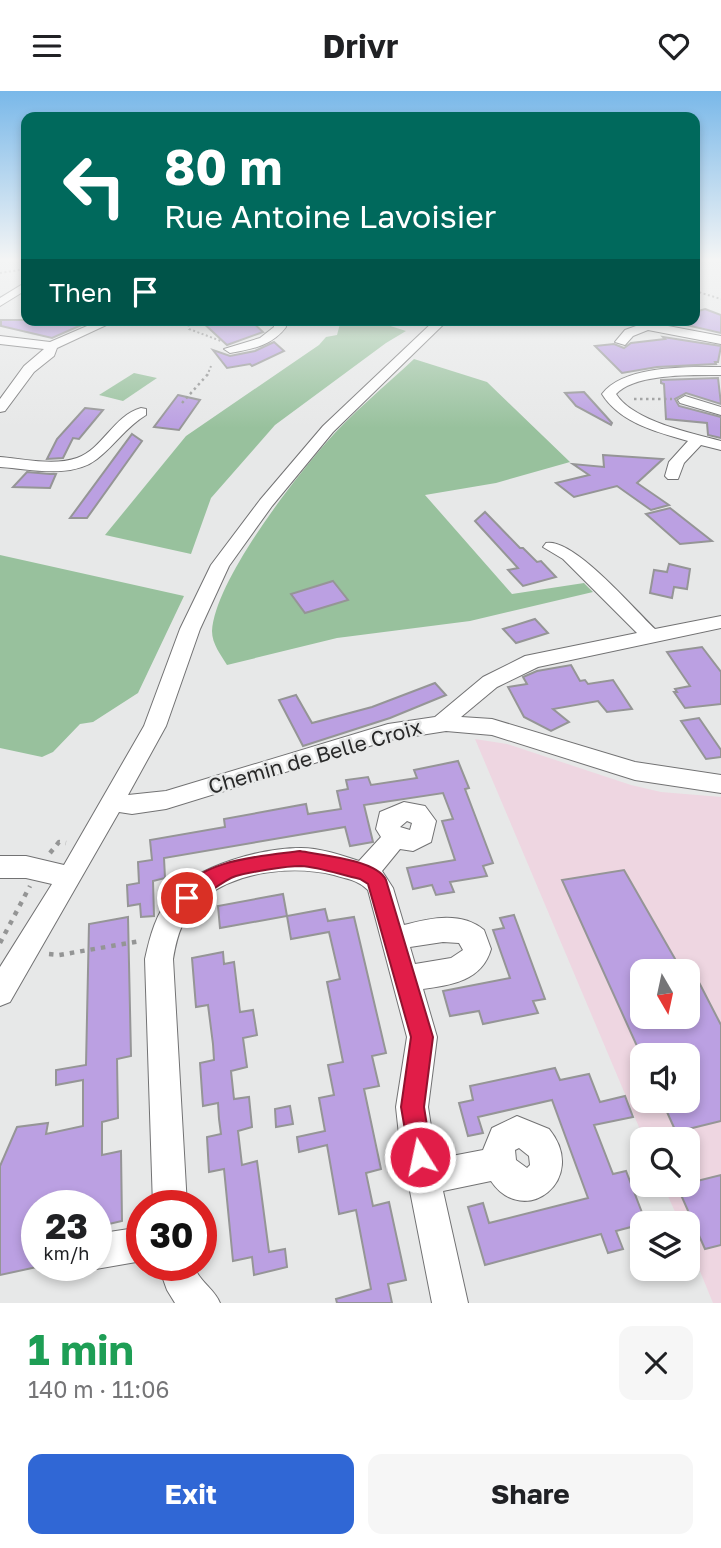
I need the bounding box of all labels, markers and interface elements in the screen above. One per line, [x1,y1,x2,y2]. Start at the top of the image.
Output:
icon: menu [28,27,66,65]
text: Drivr [323,27,398,65]
icon: heart [655,27,693,65]
text: 80 m [164,137,282,196]
icon: left [49,140,140,231]
text: Rue Antoine Lavoisier [164,197,496,235]
icon: arrive [126,273,164,311]
text: Then [49,277,112,308]
street label: Chemin de Belle Croix [205,713,425,799]
pin [157,868,217,928]
icon: arrive [168,879,206,917]
north arrow [630,959,700,1029]
map controls [630,959,700,1281]
button: sound [630,1043,700,1113]
position arrow [383,1120,457,1194]
button: search [630,1127,700,1197]
speed limit sign: 30 [126,1190,217,1281]
text: 23 [45,1205,88,1247]
button: layers [630,1211,700,1281]
text: km/h [44,1242,89,1264]
text: 1 min [28,1324,134,1374]
button: close [619,1326,693,1400]
text: 140 m · 11:06 [28,1375,169,1403]
button: Exit [28,1454,354,1534]
button: Share [368,1454,693,1534]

::::::::::

## ABOUT THIS TASK
Please transcribe every record above exactly as written, leaving out the pictures.

## RESPONSE TO THE EXERCISE
I need the bounding box of all labels, markers and interface elements in the screen above. One per line, [x1,y1,x2,y2]. Start at the top of the image.
Output:
icon: menu [28,27,66,65]
text: Drivr [323,27,398,65]
icon: heart [655,27,693,65]
text: 80 m [164,137,282,196]
icon: left [49,140,140,231]
text: Rue Antoine Lavoisier [164,197,496,235]
icon: arrive [126,273,164,311]
text: Then [49,277,112,308]
street label: Chemin de Belle Croix [205,713,425,799]
pin [157,868,217,928]
icon: arrive [168,879,206,917]
north arrow [630,959,700,1029]
map controls [630,959,700,1281]
button: sound [630,1043,700,1113]
position arrow [383,1120,457,1194]
button: search [630,1127,700,1197]
speed limit sign: 30 [126,1190,217,1281]
text: 23 [45,1205,88,1247]
button: layers [630,1211,700,1281]
text: km/h [44,1242,89,1264]
text: 1 min [28,1324,134,1374]
button: close [619,1326,693,1400]
text: 140 m · 11:06 [28,1375,169,1403]
button: Exit [28,1454,354,1534]
button: Share [368,1454,693,1534]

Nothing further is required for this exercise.